In 2021 school food is a highly controversial and political issue. This was also the case in Oakland, California in 1971. There, The Black Panther Party realised that underprivileged children weren’t realising their true potential because they were arriving at school hungry. They introduced a free breakfast program – and suddenly the children it served were more focused and engaged. Today, over 30 million American kids are eligible for free or reduced school lunch in public schools and it was The Black Panthers, fifty years ago, who paved the way.

Awareness about global hunger was spread by a Beatle

There were other forms of direct action being pioneered at this time. The Concert for Bangladesh, organised by George Harrison, took place in the summer of ’71. Its aim: to fight famine in South Asia.

The concert for Bangladesh at Madison Square Garden combined music with the food crisis and was “really the very first mass media, celebrity-led appeal to food public consciousness,” says Professor Tim Lang, a professor of food policy. “It put hunger on the map in the way that the creation of Oxfam had begun to do in the previous decade.”

“That concert was a game changer,” he says. We still have gross inequality in the world but Marcus Rashford and his free school meals campaign is a great example of how modern celebrities are now able to intervene. “All of that tone of politics and food begins in the 1970s,” says Tim.

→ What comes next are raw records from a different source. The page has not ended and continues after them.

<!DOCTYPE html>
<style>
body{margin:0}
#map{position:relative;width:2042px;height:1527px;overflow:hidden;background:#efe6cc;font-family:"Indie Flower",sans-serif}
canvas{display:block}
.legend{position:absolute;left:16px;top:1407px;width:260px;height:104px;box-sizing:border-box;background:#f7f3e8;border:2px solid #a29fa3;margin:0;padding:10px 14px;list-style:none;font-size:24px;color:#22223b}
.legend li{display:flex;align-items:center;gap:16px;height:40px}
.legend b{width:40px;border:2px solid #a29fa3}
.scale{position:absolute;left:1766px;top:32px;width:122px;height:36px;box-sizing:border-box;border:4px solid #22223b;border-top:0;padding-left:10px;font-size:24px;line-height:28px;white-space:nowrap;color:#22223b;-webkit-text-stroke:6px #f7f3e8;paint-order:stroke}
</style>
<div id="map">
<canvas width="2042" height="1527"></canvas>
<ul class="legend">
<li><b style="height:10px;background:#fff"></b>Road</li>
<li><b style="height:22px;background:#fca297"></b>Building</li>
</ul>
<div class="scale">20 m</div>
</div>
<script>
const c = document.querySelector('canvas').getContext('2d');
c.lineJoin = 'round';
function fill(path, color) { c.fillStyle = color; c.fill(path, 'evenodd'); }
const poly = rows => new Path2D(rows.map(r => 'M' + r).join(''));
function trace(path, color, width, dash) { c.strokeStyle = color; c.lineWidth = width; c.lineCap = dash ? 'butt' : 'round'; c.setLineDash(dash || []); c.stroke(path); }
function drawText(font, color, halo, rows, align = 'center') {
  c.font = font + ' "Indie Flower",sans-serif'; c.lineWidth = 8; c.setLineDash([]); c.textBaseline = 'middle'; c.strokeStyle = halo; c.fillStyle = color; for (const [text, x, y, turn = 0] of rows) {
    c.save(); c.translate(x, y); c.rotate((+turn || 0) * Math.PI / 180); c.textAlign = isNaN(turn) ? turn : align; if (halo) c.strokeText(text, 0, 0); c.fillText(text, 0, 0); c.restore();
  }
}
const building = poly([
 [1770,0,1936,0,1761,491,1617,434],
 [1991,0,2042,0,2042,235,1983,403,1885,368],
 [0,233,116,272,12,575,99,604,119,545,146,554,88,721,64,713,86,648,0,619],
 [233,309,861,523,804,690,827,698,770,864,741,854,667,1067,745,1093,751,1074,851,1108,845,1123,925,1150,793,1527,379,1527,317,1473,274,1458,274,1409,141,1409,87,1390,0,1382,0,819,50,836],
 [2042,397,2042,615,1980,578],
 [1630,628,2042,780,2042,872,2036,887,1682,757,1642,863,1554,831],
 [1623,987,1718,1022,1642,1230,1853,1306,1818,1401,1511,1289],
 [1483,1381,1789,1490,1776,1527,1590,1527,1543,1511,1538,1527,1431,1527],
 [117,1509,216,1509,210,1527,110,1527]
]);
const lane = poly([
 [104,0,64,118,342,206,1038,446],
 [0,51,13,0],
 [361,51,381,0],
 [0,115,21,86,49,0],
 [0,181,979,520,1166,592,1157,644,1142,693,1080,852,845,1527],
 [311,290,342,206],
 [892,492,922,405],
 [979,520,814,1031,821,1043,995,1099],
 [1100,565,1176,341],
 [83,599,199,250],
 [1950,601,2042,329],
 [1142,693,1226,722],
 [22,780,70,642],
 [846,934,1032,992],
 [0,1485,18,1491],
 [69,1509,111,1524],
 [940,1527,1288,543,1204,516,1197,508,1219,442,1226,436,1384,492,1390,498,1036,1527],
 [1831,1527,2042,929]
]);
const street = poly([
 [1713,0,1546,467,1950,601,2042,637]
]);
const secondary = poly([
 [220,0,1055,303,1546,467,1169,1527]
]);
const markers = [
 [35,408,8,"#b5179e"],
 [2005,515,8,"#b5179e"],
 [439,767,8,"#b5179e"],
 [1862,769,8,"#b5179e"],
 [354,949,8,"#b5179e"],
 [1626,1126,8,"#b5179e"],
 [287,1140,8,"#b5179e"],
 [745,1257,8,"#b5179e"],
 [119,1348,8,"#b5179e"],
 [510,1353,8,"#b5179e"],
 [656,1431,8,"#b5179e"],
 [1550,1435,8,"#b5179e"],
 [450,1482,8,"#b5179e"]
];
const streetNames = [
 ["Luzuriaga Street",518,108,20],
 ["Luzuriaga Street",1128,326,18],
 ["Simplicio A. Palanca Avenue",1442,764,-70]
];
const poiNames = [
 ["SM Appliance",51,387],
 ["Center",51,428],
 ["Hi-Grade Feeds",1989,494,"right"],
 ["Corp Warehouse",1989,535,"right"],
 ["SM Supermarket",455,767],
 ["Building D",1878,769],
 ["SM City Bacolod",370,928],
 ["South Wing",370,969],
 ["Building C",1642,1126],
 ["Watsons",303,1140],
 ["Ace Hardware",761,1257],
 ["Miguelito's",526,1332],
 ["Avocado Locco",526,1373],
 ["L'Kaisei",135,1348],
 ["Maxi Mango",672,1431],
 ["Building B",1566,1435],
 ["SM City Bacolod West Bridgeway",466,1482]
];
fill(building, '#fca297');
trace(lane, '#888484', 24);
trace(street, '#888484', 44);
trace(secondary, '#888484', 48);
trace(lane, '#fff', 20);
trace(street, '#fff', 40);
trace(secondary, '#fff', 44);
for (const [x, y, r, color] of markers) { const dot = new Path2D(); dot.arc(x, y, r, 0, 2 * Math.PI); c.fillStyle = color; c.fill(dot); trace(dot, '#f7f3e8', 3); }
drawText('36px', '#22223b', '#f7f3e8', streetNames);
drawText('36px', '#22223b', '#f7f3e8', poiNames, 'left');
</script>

How George Harrison brought a food crisis into the public consciousness

Professor Tim Lang on how the Concert for Bangladesh changed what we know about hunger.

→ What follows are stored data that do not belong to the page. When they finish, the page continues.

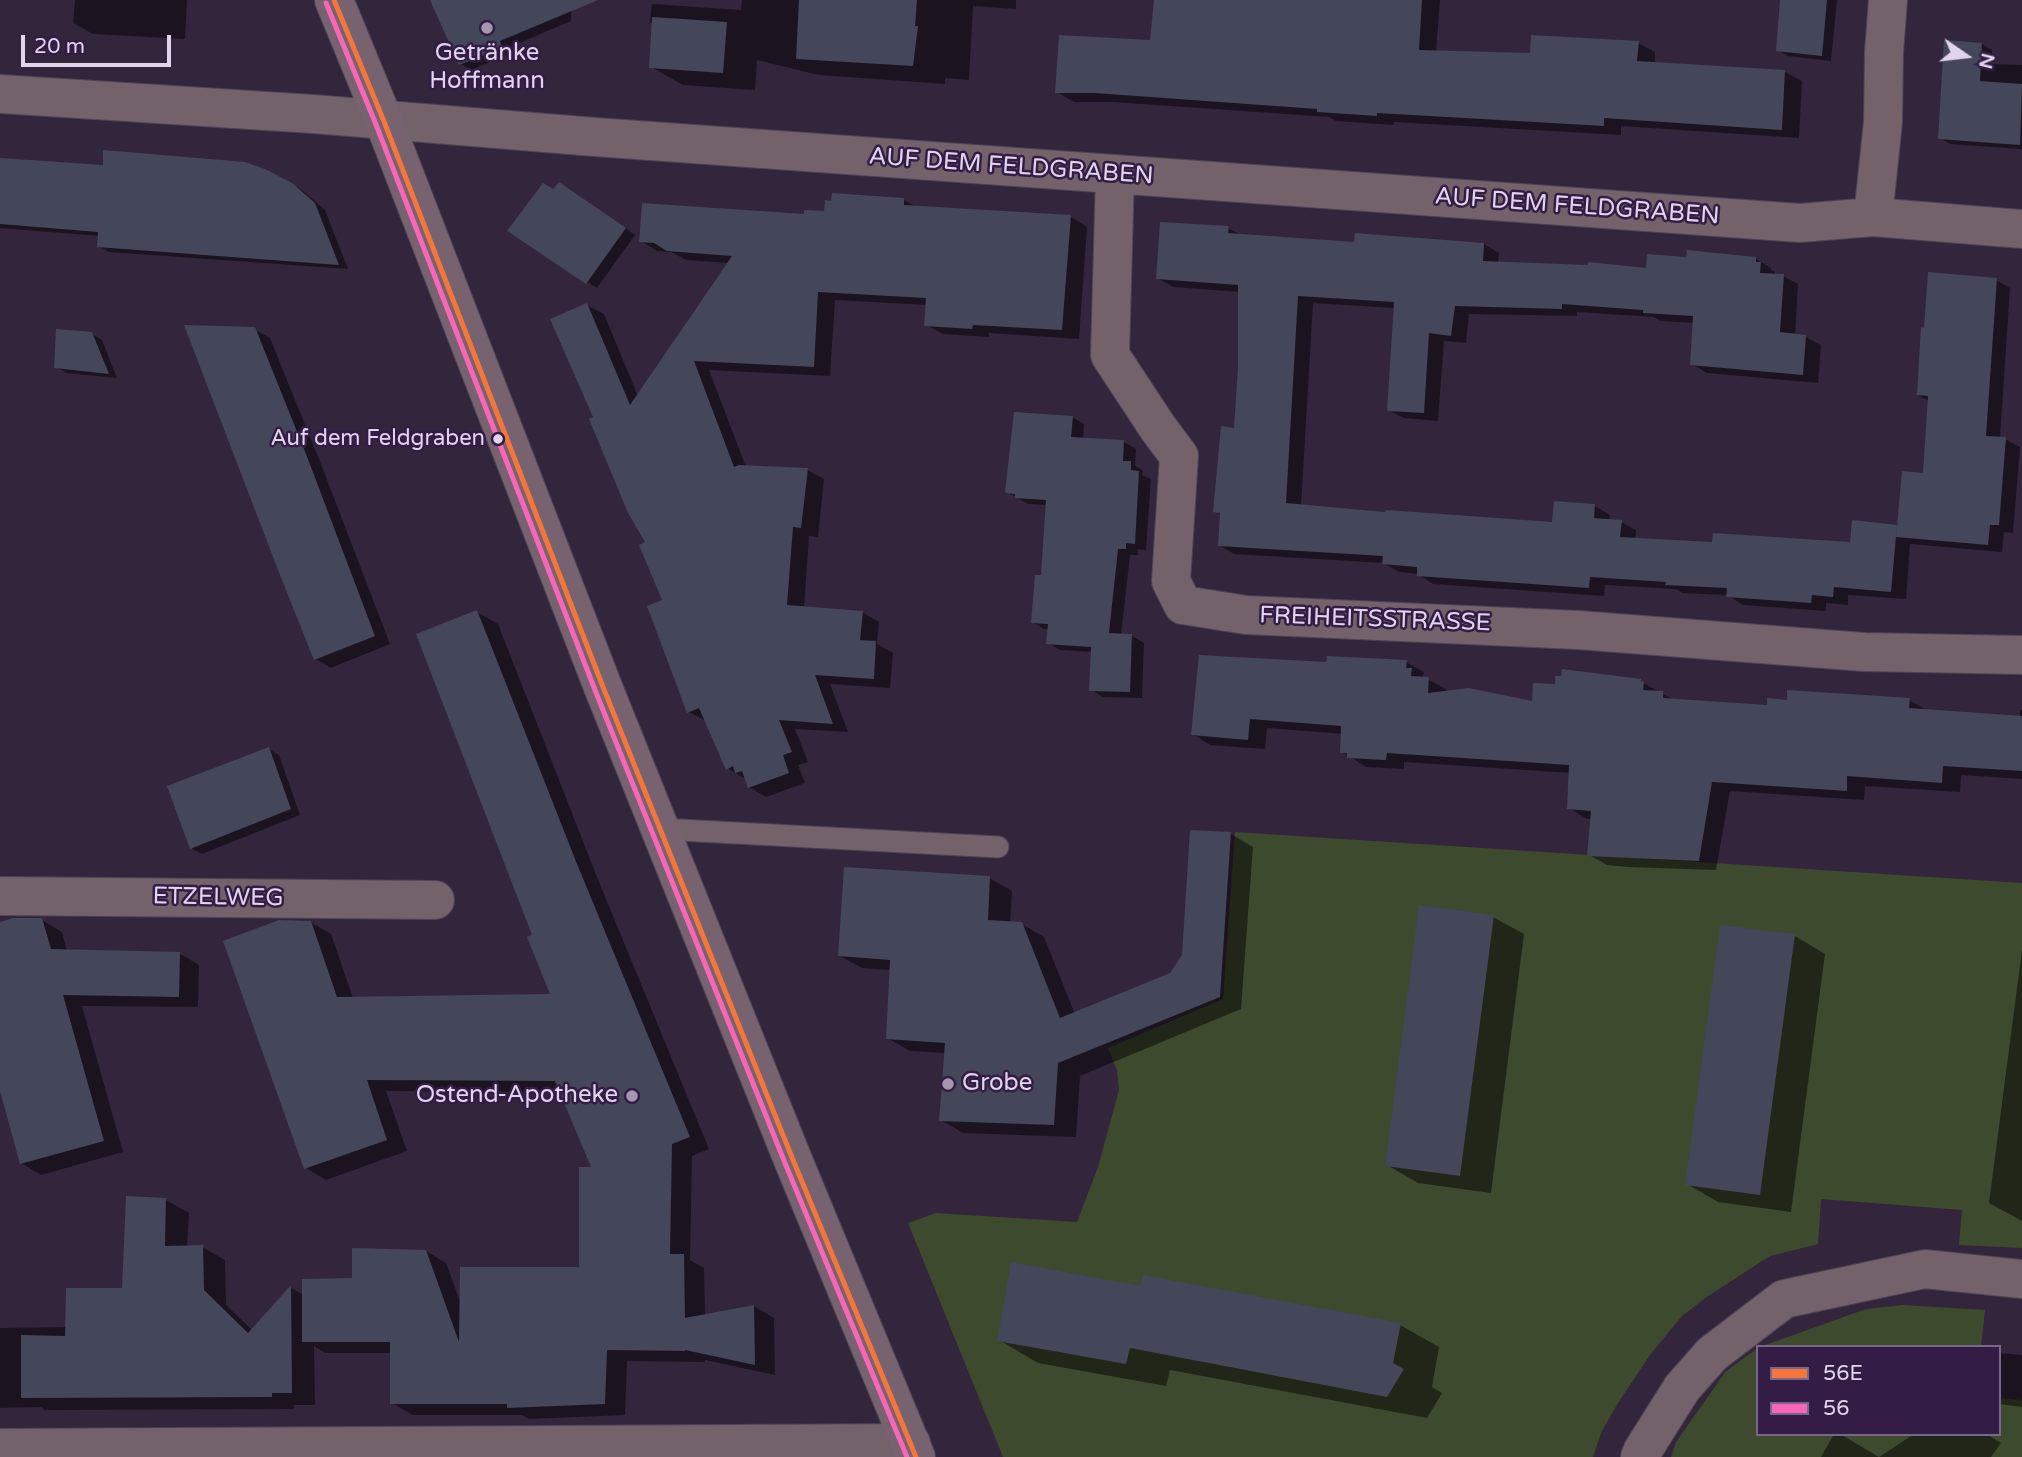 <!DOCTYPE html>
<html>
<head>
<meta charset="utf-8">
<style>
	body { margin:0 }
	#map { position:relative; width:2022px; height:1457px; overflow:hidden; background:#33263c; font-family:"Varela Round",sans-serif }
	canvas { display:block }
	.legend { position:absolute; left:1756px; top:1345px; width:245px; height:91px; box-sizing:border-box; background:#341d45; border:2px solid #796688; margin:0; padding:9px 12px; list-style:none; font-size:21px; color:#e1d4ed }
	.legend li { display:flex; align-items:center; gap:14px; height:35px }
	.legend b { width:35px; border:2px solid #796688 }
	.north { position:absolute; left:1931px; top:21px; width:70px; height:70px; -webkit-text-stroke:5px #341d45; paint-order:stroke; rotate:104deg; font-size:19px; font-weight:700; line-height:28px; text-align:center; color:#e1d4ed }
	.north::after { content:''; display:block; margin:auto; width:24px; height:32px; background:#e1d4ed; clip-path:polygon(50% 0,100% 100%,50% 72%,0 100%) }
	.scale { position:absolute; left:21px; top:35px; width:150px; height:32px; box-sizing:border-box; border:4px solid #e1d4ed; border-top:0; padding-left:9px; font-size:21px; line-height:24px; white-space:nowrap; color:#e1d4ed; -webkit-text-stroke:5px #341d45; paint-order:stroke }
</style>
</head>
<body>
<div id="map">
<canvas width="2022" height="1457"></canvas>
<ul class="legend">
<li><b style="height:9px;background:#f5763a"></b>56E</li>
<li><b style="height:9px;background:#fa66b7"></b>56</li>
</ul>
<div class="north">N</div>
<div class="scale">20 m</div>
</div>
<script>
const g = document.querySelector('canvas').getContext('2d');
g.lineJoin = 'round';
function fill(path, color) {
  g.fillStyle = color;
  g.fill(path, 'evenodd');
}
function poly(rows) {
  const path = new Path2D();
  for (const r of rows) {
    path.moveTo(r[0], r[1]);
    for (let i = 2; i < r.length; i += 2) path.lineTo(r[i], r[i + 1]);
  }
  return path;
}
function trace(path, color, width, dash) {
  g.strokeStyle = color;
  g.lineWidth = width;
  g.lineCap = dash ? 'butt' : 'round';
  g.setLineDash(dash || []);
  g.stroke(path);
}
function drawText(font, color, halo, rows, align = 'center') {
  g.font = font + ' "Varela Round",sans-serif';
  g.lineWidth = 5;
  g.setLineDash([]);
  g.textBaseline = 'middle';
  g.strokeStyle = halo;
  g.fillStyle = color;
  for (const [text, x, y, turn = 0] of rows) {
    g.save();
    g.translate(x, y);
    g.rotate((+turn || 0) * Math.PI / 180);
    g.textAlign = isNaN(turn) ? turn : align;
    if (halo) g.strokeText(text, 0, 0);
    g.fillText(text, 0, 0);
    g.restore();
  }
}
fill(poly([
	[1235,832,2022,883,2022,1248,1959,1245,1962,1210,1821,1199,1818,1244,1770,1256,1708,1296,1682,1316,1650,1355,1618,1403,1601,1433,1593,1457,1003,1457,908,1223,936,1213,1077,1222,1098,1167,1119,1090,1117,1070,1108,1048,1223,999],
	[1903,1305,1985,1310,1981,1347,1760,1347,1866,1309],
	[1758,1348,1758,1434,1999,1434,1999,1398,2022,1400,2022,1457,1671,1457,1676,1442,1726,1371]
]), '#3d4a2e');
fill(poly([
	[75,0,187,0,185,39,93,34,73,23],
	[432,0,572,0,571,21,510,47,512,53,471,70,461,64],
	[742,0,1016,0,1016,9,973,6,969,80,945,78,945,84,819,75,757,60,755,90,683,85,651,67,653,24,650,22,652,4,741,10],
	[1178,0,1440,0,1436,52,1531,55,1638,43,1655,52,1655,64,1785,72,1802,81,1799,138,1621,126,1621,135,1394,122,1394,125,1336,121,1329,117,1113,102,1074,102,1057,92,1152,42],
	[1782,0,1837,0,1831,61,1788,56,1778,50],
	[1982,44,1992,50,1991,64,2022,65,2022,149,1950,144,1939,138],
	[0,159,292,184,303,191,325,210,348,269,109,252,99,246,100,236,0,228],
	[570,190,635,235,597,288,587,282,554,191],
	[904,200,918,208,1071,217,1087,227,1079,339,989,333,989,337,943,334,926,325,927,305,835,300,830,376,709,370,746,467,807,470,824,479,818,537,809,536,804,608,862,612,879,622,877,644,893,653,890,688,830,684,848,732,795,729,808,762,798,765,805,783,766,797,749,787,746,777,744,778,727,768,706,721,689,712,665,601,647,543,595,418,587,305,604,314,638,396,729,263,686,260,671,252,657,251,641,241],
	[1228,228,1241,235,1356,244,1484,244,1499,253,1498,263,1647,270,1688,258,1756,259,1771,268,1771,270,1775,272,1775,275,1783,276,1798,284,1795,336,1806,337,1821,345,1818,383,1707,373,1692,364,1695,323,1660,321,1654,317,1577,312,1577,316,1469,314,1466,343,1444,341,1438,421,1404,418,1388,410,1395,308,1313,303,1301,506,1554,524,1595,506,1610,515,1609,521,1621,522,1636,530,1635,540,1713,544,1852,544,1896,526,1899,528,1925,475,1929,401,1918,395,1996,280,2010,288,2000,438,2005,439,2020,447,2013,533,2004,532,2002,552,1910,544,1906,599,1848,595,1848,605,1826,603,1826,611,1743,605,1727,595,1682,593,1676,589,1605,585,1604,596,1433,584,1418,574,1399,572,1383,563,1234,554,1219,545,1221,515,1215,511,1236,429,1240,367,1240,292,1173,287,1158,278],
	[254,329,270,338,321,464,390,644,331,668,316,659],
	[92,334,102,340,117,378,67,373,56,367],
	[1072,417,1084,424,1083,439,1124,442,1136,449,1135,466,1143,470,1142,475,1151,479,1146,550,1138,549,1138,555,1130,555,1121,635,1132,636,1144,643,1142,698,1103,697,1091,690,1093,652,1060,650,1048,643,1049,629,1044,629,1032,622,1043,577,1048,505,1028,504,1007,492],
	[477,612,498,624,597,877,709,1149,692,1156,690,1260,704,1268,705,1316,754,1306,774,1318,775,1375,705,1360,705,1362,627,1361,625,1415,529,1419,522,1415,413,1415,392,1403,392,1353,325,1353,314,1346,315,1405,294,1405,294,1409,45,1410,41,1407,0,1408,0,1328,67,1327,124,1290,127,1198,166,1200,189,1213,187,1247,202,1247,225,1260,226,1305,252,1330,291,1288,304,1295,354,1279,426,1251,446,1263,461,1304,581,1269,593,1169,562,1092,386,1091,407,1151,326,1180,306,1168,310,922,331,934,353,998,552,995,534,935],
	[1406,662,1424,672,1423,677,1446,689,1446,692,1533,703,1640,681,1676,701,1768,707,1909,700,1928,711,2020,718,2020,710,2022,710,2022,779,1961,775,1960,792,1865,786,1864,800,1730,791,1716,870,1628,867,1607,865,1589,855,1592,819,1587,819,1569,808,1571,773,1404,762,1404,769,1366,767,1342,752,1343,734,1267,728,1265,749,1210,745,1193,734,1328,664],
	[269,749,279,755,300,815,202,854,191,848],
	[1231,834,1253,847,1241,1009,1080,1076,1076,1137,963,1133,941,1120,946,1053,910,1051,887,1038,891,970,862,968,840,956,989,878,1012,891,1010,923,1022,924,1044,937,1075,1014,1171,975,1184,955],
	[1493,917,1524,934,1491,1193,1418,1183,1387,1165],
	[42,920,62,932,67,951,179,953,199,965,198,1007,82,1006,123,1152,41,1175,21,1163,0,1086,0,924],
	[1795,936,1825,954,1791,1212,1718,1202,1687,1184],
	[2022,950,2022,1221,1989,1203],
	[1143,1288,1400,1325,1439,1347,1432,1387,1442,1393,1427,1418,1170,1370,1166,1386,1038,1363,999,1340],
	[1999,1353,2022,1355,2022,1407,1999,1404],
	[1834,1434,1840,1434,1879,1457,1821,1457],
	[1914,1434,1987,1434,2001,1443,1991,1457,1879,1457]
]), '#0007');
fill(poly([
	[430,0,598,0,500,41,502,48,459,65],
	[799,0,917,0,915,26,918,26,913,66,796,59],
	[1154,0,1422,0,1419,50,1530,53,1531,35,1639,41,1637,61,1785,70,1782,130,1604,118,1604,126,1377,113,1377,116,1317,112,1317,109,1095,93,1055,93,1059,35,1150,40],
	[1780,0,1827,0,1822,56,1776,51],
	[652,17,727,22,723,73,649,68],
	[1944,40,1982,43,1980,81,2022,84,2020,145,1938,139],
	[103,150,245,162,265,169,292,183,315,203,339,265,97,247,98,232,0,224,0,158,103,165],
	[559,182,626,228,586,284,507,231,543,183,553,189],
	[832,193,904,198,904,205,1071,215,1062,330,973,325,972,329,924,326,926,298,818,292,814,367,694,361,734,467,739,465,808,468,801,528,793,527,787,605,863,611,860,640,876,641,874,679,815,675,833,724,779,720,792,752,783,755,789,773,748,788,742,771,735,773,733,766,726,770,699,708,687,713,647,606,662,600,639,545,645,542,628,513,589,419,593,417,550,319,587,303,630,405,732,256,667,251,654,243,639,242,642,203,804,214,804,210,824,211,825,200,831,201],
	[1160,222,1229,226,1228,233,1354,242,1355,233,1484,243,1483,261,1588,265,1588,262,1646,268,1647,254,1686,257,1687,250,1756,257,1756,262,1761,262,1760,273,1784,274,1780,332,1806,335,1803,375,1690,365,1693,316,1643,313,1643,310,1562,304,1562,309,1455,306,1451,336,1429,333,1424,413,1387,411,1394,302,1298,296,1286,503,1385,512,1386,510,1552,522,1554,501,1595,504,1594,518,1622,520,1620,537,1712,542,1713,533,1850,542,1852,520,1897,525,1891,592,1834,587,1833,597,1812,595,1811,603,1726,597,1727,588,1665,585,1666,582,1590,577,1589,588,1417,576,1417,567,1382,564,1383,556,1218,546,1220,513,1213,512,1221,426,1234,428,1238,367,1238,285,1156,279],
	[1928,272,1997,278,1986,436,2006,437,1999,525,1990,525,1988,545,1896,537,1902,471,1923,473,1928,396,1917,395,1921,327,1924,328],
	[184,325,255,327,306,454,375,636,314,660,280,575],
	[56,329,92,332,109,374,54,368],
	[1014,412,1073,416,1071,437,1124,440,1123,461,1131,461,1131,470,1139,471,1135,544,1126,543,1126,549,1118,549,1109,633,1132,634,1130,692,1089,691,1091,647,1046,644,1048,624,1031,623,1035,575,1041,575,1046,500,1015,498,1015,494,1005,493],
	[477,610,577,864,690,1137,672,1144,670,1254,684,1254,685,1318,754,1305,755,1365,685,1350,685,1351,607,1350,605,1404,507,1408,507,1404,390,1404,390,1342,302,1342,302,1279,352,1278,352,1248,426,1250,459,1342,460,1267,579,1267,579,1167,591,1167,555,1081,367,1080,387,1140,304,1169,223,941,279,920,311,921,337,997,550,994,527,937,532,935,416,634],
	[1199,655,1326,662,1327,656,1407,660,1406,668,1412,668,1411,676,1429,677,1428,693,1469,688,1532,701,1533,683,1555,684,1555,676,1561,676,1562,669,1641,679,1641,681,1644,682,1643,690,1663,691,1663,698,1767,705,1767,698,1787,700,1787,690,1910,698,1909,708,2022,716,2022,771,1943,766,1942,783,1847,776,1847,791,1712,782,1699,861,1587,856,1591,811,1567,809,1569,765,1387,753,1386,760,1347,758,1347,753,1340,753,1341,726,1250,719,1248,740,1191,735],
	[269,747,291,809,190,849,167,786],
	[1190,830,1231,832,1220,997,1058,1063,1054,1125,939,1121,945,1043,886,1039,890,960,838,956,844,867,990,876,988,920,1022,922,1060,1018,1170,973,1182,955],
	[1419,905,1494,915,1460,1176,1385,1166],
	[13,918,42,918,51,949,180,952,179,997,63,995,104,1141,20,1164,0,1091,0,922],
	[1720,925,1795,934,1760,1195,1685,1185],
	[126,1196,166,1198,165,1246,203,1245,204,1290,248,1333,291,1285,292,1393,272,1393,272,1397,21,1398,21,1335,65,1336,66,1288,122,1288],
	[1011,1262,1141,1286,1143,1275,1401,1323,1393,1363,1404,1369,1387,1397,1130,1348,1126,1364,997,1341]
]), '#444659');
const service = poly([
	[661,829,998,847]
]);
const minor = poly([
	[0,94,313,114,595,137,1800,223,1873,217,2022,229],
	[1115,174,1110,355,1158,428,1179,456,1171,581,1183,605,1246,615,1578,630,1864,652,2022,655],
	[1873,217,1883,122,1884,52,1888,0],
	[0,896,435,900],
	[0,1448,911,1443],
	[1640,1457,1643,1450,1682,1388,1712,1354,1784,1299,1925,1269,2022,1279]
]);
const secondary = poly([
	[334,0,383,119,603,687,793,1160,916,1457]
]);
trace(service, '#4e4457', 23);
trace(minor, '#4e4457', 40);
trace(secondary, '#4e4457', 40);
trace(service, '#73626a', 21);
trace(minor, '#73626a', 38);
trace(secondary, '#76636f', 38);
trace(poly([
	[334,0,383,119,603,687,793,1160,916,1457]
]), '#f5763a', 5);
trace(poly([
	[326,3,375,122,595,690,785,1163,907,1457]
]), '#fa66b7', 5);
for (const [x, y, r, color] of [
	[487,28,7,"#a497af"],
	[498,439,6,"#e1d4ed"],
	[948,1084,7,"#a497af"],
	[632,1096,7,"#a497af"]
]) {
  const dot = new Path2D();
  dot.arc(x, y, r, 0, 2 * Math.PI);
  g.fillStyle = color;
  g.fill(dot);
  trace(dot, '#341d45', 2.5);
}
drawText('22px', '#e1d4ed', '#341d45', [
	["Auf dem Feldgraben",485,439]
], 'right');
drawText('24px', '#e1d4ed', '#341d45', [
	["Getränke",487,54],
	["Hoffmann",487,82],
	["Grobe",962,1084,"left"],
	["Ostend-Apotheke",618,1096,"right"]
]);
drawText('24px', '#e1d4ed', '#341d45', [
	["AUF DEM FELDGRABEN",1011,167,4],
	["AUF DEM FELDGRABEN",1577,207,4],
	["FREIHEITSSTRASSE",1375,620,2],
	["ETZELWEG",218,898,1]
]);
</script>
</body>
</html>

A fear of mass starvation kickstarted a vegan revolution

In 1971, a debate around the future of food raged. A hugely influential book, The Population Bomb, by the American Biologist Paul Ehrlich, argued that if we carried on multiplying and consuming in the same way, civilisation as we knew it wouldn’t make it to the year 2020. He predicted world scale famine and mass starvation.

His worst-case scenarios didn’t come true – the green revolution helped food production keep pace with the growing population – but many of his environmental concerns voiced in 1971 still sound relevant today. “Ehrlich was kickstarting an important debate,” says Tim Lang.

And this debate led to the publication of another book that would go on to become a runaway success. Diet for a Small Planet by Frances Moore Lappe argued that hunger could be eliminated from the world if we stopped eating meat and embraced plant-based diets. A new edition is being published this year, as vegan and plant-based alternative foods go from strength to strength.

Was 1971 a year that changed food forever?

Times of turbulence create the greatest change. That was true of 1971, with the politics, economics, innovations and anxieties of the time. Food was certainly transformed.

Fifty years on we’re living through what is arguably an even more tumultuous time and, though we’re yet to discover exactly how, there should be no doubt that 2021 is going to change food irrevocably too.